Agujero negro caucásico
POR SI Chechenia no fuera recordatorio suficiente, los sangrientos acontecimientos de ayer en Armenia, con el asesinato a tiros del primer ministro y el presidente del Parlamento, muestran hasta qué punto los efectos de la voladura de la Unión Soviética siguen manifestándose y continuarán haciéndolo durante años.

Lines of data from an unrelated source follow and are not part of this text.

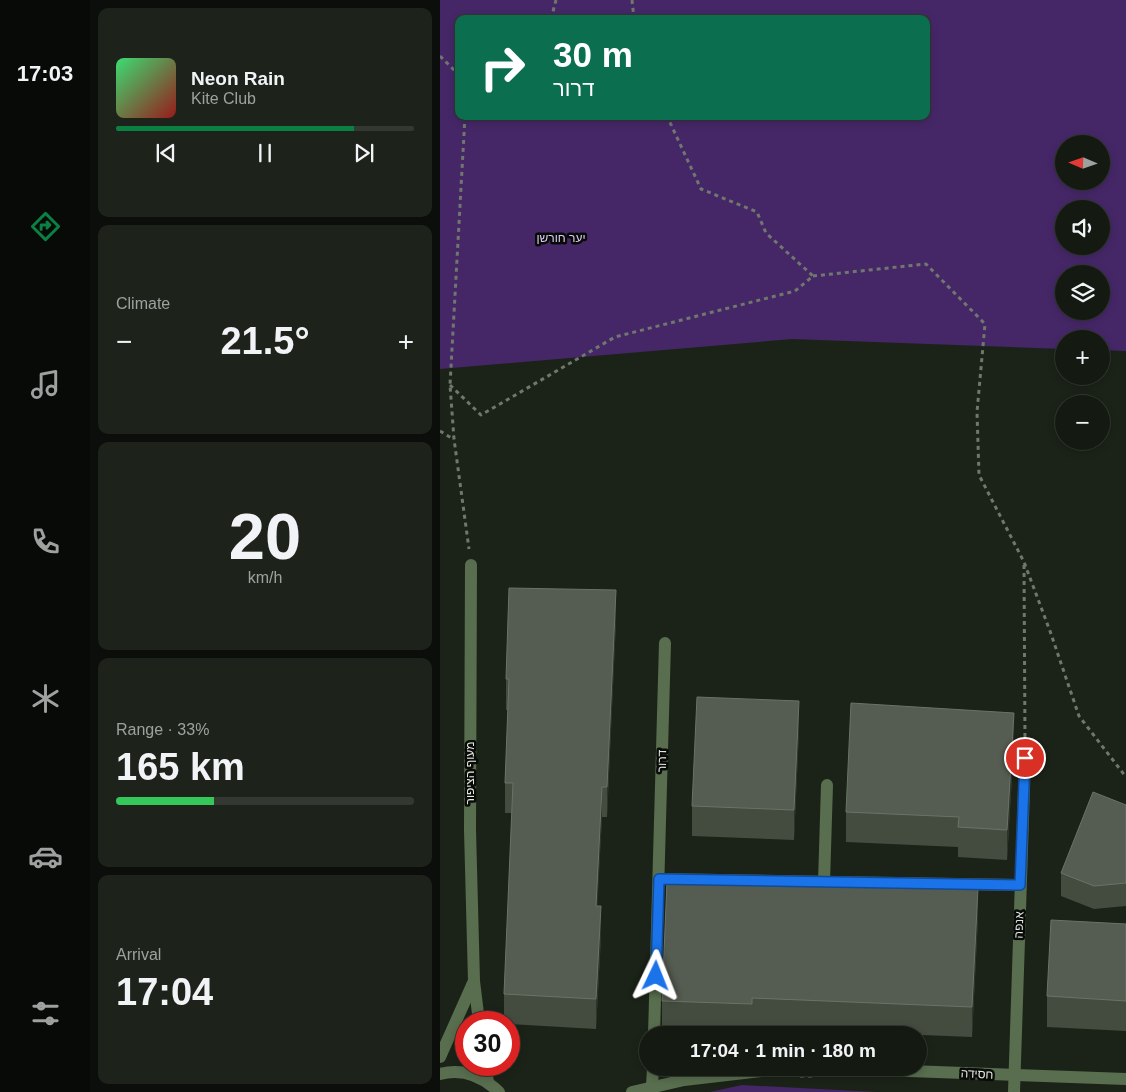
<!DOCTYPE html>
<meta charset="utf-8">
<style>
:root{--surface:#141a12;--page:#1d231b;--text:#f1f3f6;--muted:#9da19f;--line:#333832;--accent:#0b8043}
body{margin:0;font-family:Arial,"Noto Sans Hebrew",sans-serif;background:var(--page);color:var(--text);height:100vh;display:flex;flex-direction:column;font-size:19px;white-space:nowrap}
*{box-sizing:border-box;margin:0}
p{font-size:16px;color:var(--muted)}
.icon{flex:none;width:28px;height:28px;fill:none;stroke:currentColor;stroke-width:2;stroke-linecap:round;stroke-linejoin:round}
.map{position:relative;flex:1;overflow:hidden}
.drawer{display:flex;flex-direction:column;gap:8px;padding:8px;background:#0b0e0a;width:350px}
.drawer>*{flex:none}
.guide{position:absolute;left:15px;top:15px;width:475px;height:105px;border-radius:10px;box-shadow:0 2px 8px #0003,0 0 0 1px var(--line);background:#0b6e4f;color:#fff;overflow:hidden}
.needle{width:32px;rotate:272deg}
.tools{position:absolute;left:615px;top:135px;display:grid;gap:10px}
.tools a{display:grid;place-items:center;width:55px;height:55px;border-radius:50%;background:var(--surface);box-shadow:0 2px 8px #0003,0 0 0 1px var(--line);font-size:25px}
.speed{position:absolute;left:15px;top:1011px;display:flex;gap:10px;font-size:25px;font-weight:700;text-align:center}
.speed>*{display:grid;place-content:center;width:65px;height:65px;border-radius:50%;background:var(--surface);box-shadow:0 2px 8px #0003,0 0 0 1px var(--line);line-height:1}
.speed .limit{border:8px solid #d22;background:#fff;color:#111}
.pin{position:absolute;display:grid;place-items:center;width:42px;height:42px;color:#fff;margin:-21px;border:2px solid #fff;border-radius:50%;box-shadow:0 1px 5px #0007}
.me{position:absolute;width:55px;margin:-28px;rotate:2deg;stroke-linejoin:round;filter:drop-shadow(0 0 4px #0008)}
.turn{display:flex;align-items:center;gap:18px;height:105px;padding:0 15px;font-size:22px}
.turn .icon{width:65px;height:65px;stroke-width:2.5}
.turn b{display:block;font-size:35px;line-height:42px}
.big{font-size:38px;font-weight:700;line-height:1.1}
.drawer .tile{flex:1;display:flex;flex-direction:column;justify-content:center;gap:8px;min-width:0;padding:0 18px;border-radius:10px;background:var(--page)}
.drawer .dial{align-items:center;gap:0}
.dial b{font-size:65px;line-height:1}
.song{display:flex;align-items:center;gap:15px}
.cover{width:60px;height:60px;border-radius:8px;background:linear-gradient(135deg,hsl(140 70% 55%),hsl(0 70% 35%))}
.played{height:5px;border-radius:2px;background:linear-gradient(90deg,var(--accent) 80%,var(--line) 80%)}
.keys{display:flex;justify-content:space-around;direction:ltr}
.heat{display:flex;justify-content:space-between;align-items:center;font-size:28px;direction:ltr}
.charge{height:8px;border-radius:4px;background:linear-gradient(90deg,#34c759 33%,var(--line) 0)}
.trip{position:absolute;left:199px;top:1026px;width:288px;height:50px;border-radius:25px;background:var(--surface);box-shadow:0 2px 8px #0003,0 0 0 1px var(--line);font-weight:700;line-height:50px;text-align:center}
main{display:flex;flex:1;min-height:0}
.dock{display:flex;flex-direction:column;width:90px;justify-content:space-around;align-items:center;background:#080a07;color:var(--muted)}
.dock .icon{width:35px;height:35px}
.dock .active{color:var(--accent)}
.dock b{font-size:22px;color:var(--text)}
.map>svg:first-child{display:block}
.green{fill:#452767;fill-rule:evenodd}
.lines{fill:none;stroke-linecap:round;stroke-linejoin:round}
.path{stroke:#70776e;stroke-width:3;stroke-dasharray:4 4;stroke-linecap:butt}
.minor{stroke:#586e4e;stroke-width:12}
.wall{fill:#444c40}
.shaded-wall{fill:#2c3429}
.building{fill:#555c51;stroke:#6b7268}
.route-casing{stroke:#114b97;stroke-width:12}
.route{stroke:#1a73e8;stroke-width:9}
.labels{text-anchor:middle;stroke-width:5;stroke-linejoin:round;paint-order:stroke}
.park-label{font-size:12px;fill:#ddccf8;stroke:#080b07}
.street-label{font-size:12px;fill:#e2e7e0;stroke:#080b07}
</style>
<main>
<nav class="dock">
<b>17:03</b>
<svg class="icon active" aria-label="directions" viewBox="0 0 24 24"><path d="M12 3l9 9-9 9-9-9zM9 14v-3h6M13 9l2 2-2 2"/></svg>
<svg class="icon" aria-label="music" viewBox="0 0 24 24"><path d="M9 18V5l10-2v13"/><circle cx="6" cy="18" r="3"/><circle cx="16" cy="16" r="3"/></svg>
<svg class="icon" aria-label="phone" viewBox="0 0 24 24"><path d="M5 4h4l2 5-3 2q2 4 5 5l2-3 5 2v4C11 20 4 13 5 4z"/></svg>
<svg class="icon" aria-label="climate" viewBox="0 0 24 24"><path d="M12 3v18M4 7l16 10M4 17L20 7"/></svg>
<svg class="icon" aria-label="car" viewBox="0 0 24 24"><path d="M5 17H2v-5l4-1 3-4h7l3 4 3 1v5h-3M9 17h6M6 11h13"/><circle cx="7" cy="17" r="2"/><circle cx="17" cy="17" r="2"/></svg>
<svg class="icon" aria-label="filters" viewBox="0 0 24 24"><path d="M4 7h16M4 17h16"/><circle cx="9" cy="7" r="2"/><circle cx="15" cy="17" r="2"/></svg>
</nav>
<section class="drawer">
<div class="tile">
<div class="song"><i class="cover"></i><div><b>Neon Rain</b><p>Kite Club</p></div></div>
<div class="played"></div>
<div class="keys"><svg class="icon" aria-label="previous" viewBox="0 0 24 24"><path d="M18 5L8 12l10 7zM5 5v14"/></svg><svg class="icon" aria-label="pause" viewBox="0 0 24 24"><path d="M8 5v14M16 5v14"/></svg><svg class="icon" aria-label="next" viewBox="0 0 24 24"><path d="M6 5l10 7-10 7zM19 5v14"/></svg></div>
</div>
<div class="tile"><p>Climate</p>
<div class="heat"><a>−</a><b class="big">21.5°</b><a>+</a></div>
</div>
<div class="tile dial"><b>20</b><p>km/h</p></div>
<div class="tile"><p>Range · 33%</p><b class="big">165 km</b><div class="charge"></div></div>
<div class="tile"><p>Arrival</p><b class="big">17:04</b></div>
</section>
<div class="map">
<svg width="686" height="1092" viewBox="0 0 686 1092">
<rect width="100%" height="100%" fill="#1b2318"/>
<g class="green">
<path d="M 0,0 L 686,0 L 686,351 L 661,350 L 661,339 L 624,339 L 624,349 L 352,339 L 0,369 ZM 19,19 L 486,19 L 486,116 L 19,116 ZM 624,144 L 661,144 L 661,181 L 624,181 ZM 624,209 L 661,209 L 661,246 L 624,246 ZM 624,274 L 661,274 L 661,311 L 624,311 Z"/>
<polygon points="302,1085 436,1092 270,1092"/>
</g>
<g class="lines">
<g class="path">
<polyline points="192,0 194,19"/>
<polyline points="111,19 116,0"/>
<polyline points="0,56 19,75"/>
<polyline points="25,116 10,385 14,439 29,549"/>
<polyline points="373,276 486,264 545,324 537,412 539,475 584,562 610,631 639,716 686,777"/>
<polyline points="10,385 41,415 175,337 355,291 373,276 326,233 317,212 261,189 227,116"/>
<polyline points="0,431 13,439"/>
<polyline points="584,565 585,741"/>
<polyline points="360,1076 374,1076"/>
</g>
<g class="minor">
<polyline points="31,565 30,830 34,981 39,1022"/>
<polyline points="219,879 580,885"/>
<polyline points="384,882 387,785"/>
<polyline points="214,1035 225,643"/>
<polyline points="0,1057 33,983"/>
<polyline points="45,1065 48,1082"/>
<polyline points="388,1068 686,1079"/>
<path d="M 0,1074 C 23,1068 42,1076 59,1092"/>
<polyline points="212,1086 213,1068"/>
<polyline points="192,1092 244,1080 346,1068"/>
<polyline points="574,1092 585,758"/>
</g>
</g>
<g class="wall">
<polygon points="176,621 167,817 162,817 157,906 161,937 156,1029 69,1024 69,1022 64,1022 64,994 72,813 65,813 65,783 68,710 66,710 66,679"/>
<polygon points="359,731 354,840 252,836 252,806"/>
<polygon points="574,743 567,860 518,857 518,847 406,842 406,812"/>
<polygon points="686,805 686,906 654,909 621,896 621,873"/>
<polygon points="538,918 532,1037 312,1028 312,1035 222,1031 222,1001"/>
<polygon points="686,924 686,1031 607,1027 607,996"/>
</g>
<g class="shaded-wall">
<polygon points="176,590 176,621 167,817 167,787"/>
<polygon points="359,701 359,731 354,840 354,810"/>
<polygon points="574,713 574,743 567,860 567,830"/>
<polygon points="162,787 162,817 156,936 156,906"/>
<polygon points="538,888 538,918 532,1037 532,1007"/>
<polygon points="161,906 161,937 156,1029 156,999"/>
</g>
<g class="building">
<polygon points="69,588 176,590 167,787 162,787 156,906 161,906 156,999 64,994 73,783 65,783 69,679 66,679"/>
<polygon points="257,697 359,701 354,810 252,806"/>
<polygon points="411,703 574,713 567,830 518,827 519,817 406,812"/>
<polygon points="653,792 686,805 686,883 654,886 621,873"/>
<polygon points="227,881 323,885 323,882 429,886 430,883 538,888 532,1007 312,998 312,1004 222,1001"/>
<polygon points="611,920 686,924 686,1001 607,996"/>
</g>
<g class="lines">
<defs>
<polyline id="route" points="216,976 219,879 580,885 585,758"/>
</defs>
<use href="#route" class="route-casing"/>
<use href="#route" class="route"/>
</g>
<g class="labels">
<g class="park-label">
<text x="121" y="242">יער חורשן</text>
</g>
<g class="street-label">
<text transform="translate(222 761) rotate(-89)" y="4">דרור</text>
<text transform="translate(30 773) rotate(-90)" y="4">מעוף הציפור</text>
<text transform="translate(579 925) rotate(-88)" y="4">אנפה</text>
<text transform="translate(537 1074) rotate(3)" y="4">חסידה</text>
</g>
</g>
</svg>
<div class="tools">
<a><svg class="needle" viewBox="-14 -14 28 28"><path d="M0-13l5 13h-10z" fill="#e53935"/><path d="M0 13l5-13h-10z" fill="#9da19f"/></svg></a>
<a><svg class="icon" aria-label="sound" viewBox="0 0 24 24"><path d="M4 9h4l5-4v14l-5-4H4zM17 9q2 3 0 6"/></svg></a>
<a><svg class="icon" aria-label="layers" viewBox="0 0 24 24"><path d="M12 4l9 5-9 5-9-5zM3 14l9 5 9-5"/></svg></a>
<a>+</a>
<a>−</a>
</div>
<div class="speed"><div class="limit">30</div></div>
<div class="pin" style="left:585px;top:758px;background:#d93025"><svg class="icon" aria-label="arrive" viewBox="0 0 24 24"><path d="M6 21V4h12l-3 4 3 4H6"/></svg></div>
<svg class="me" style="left:216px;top:976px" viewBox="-20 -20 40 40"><path d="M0-17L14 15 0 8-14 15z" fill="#1a73e8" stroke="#fff" stroke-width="4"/></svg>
<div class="trip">17:04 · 1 min · 180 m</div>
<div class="guide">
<div class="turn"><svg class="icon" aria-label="right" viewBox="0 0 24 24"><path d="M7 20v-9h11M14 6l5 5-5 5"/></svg><div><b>30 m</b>דרור</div></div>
</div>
</div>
</main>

Se trate de un intento de golpe de Estado, como anuncian los atacantes del Parlamento de Eriván, o de un aislado ataque terrorista, como pretendía anoche el Gobierno armenio, la desestabilización de las piezas continúa inexorable en una región donde las tradiciones políticas han pasado del absolutismo medieval de reyes y kanes al de la desaparecida URSS.Armenia, menos de cuatro millones de habitantes y una composición étnica casi homegénea, había conseguido hasta ahora mantenerse fuera de la crónica negra que coloca a sus vecinos en los titulares de los medios de comunicación: sea un nuevo intento de asesinato presidencial (caso georgiano), de una elección falseada que mantiene a un autócrata en el poder (Alíyev, en Azerbaiyán) o de una nueva intervención militar rusa para sofocar las veleidades secesionistas daguestaníes.
La caótica región del Cáucaso y por extensión el Asia central, la margen oriental del Caspio, es un nido de conflictos contenidos, pero no resueltos. Socavada por rivalidades étnicas y religiosas, la brusca desaparición de setenta años de dominio soviético ha plantado una bomba de tiempo que la promesa de dinero abundante, proveniente del petróleo y el gas, no ha hecho más que comenzar a sacar a la luz. A pesar de la retórica occidental y los millones gastados por las potencias occidentales intentando promover la democracia en la región, las dictaduras y el descontrol se extienden en los antiguos Estados soviéticos. Cinco de los ocho de la zona -Azerbaiyán, Georgia, Turkmenistán, Uzbekistán y Kazajistán- están dirigidos con mejores o peores credenciales por antiguos jefes de la era soviética.
Las primeras cábalas apuntan a que la carnicería de Eriván -horas después de que abandonara el país el subsecretario estadounidense Strobe Talbott- pueda tener que ver con las avanzadas negociaciones entre Armenia y su vecino Azerbaiyán para resolver el largo contencioso sobre el Alto Karabaj, un territorio azerbaiyaní poblado básicamente por armenios de origen. Como otras muchas zonas en la región, la disputa por este enclave, en el que ejerció como halcón el presidente armenio Kocharian, tiene mucho que ver con las reservas de petróleo y gas en el Caspio y sus orillas.
Pero sea éste u otro el motivo, el indicador más preocupante de lo sucedido en Eriván es la extensión de un factor de inestabilidad que recorre el Cáucaso de norte a sur. Y que siembra de presagios sombríos un territorio sometido a enormes fuerzas centrífugas, cuya suerte depende en última instancia de la buena voluntad de vecinos poderosos, como Irán o Turquía. En Chechenia, Daguestán o Armenia, el detonante es el mismo. Moscú había dominado y administrado férreamente unos territorios que ahora, arruinado y políticamente en un tobogán, ya no puede subsidiar o manejar. Ni solucionar sus problemas o proteger a sus amigos políticos, como sucedió ayer en el caso de los gobernantes de Armenia.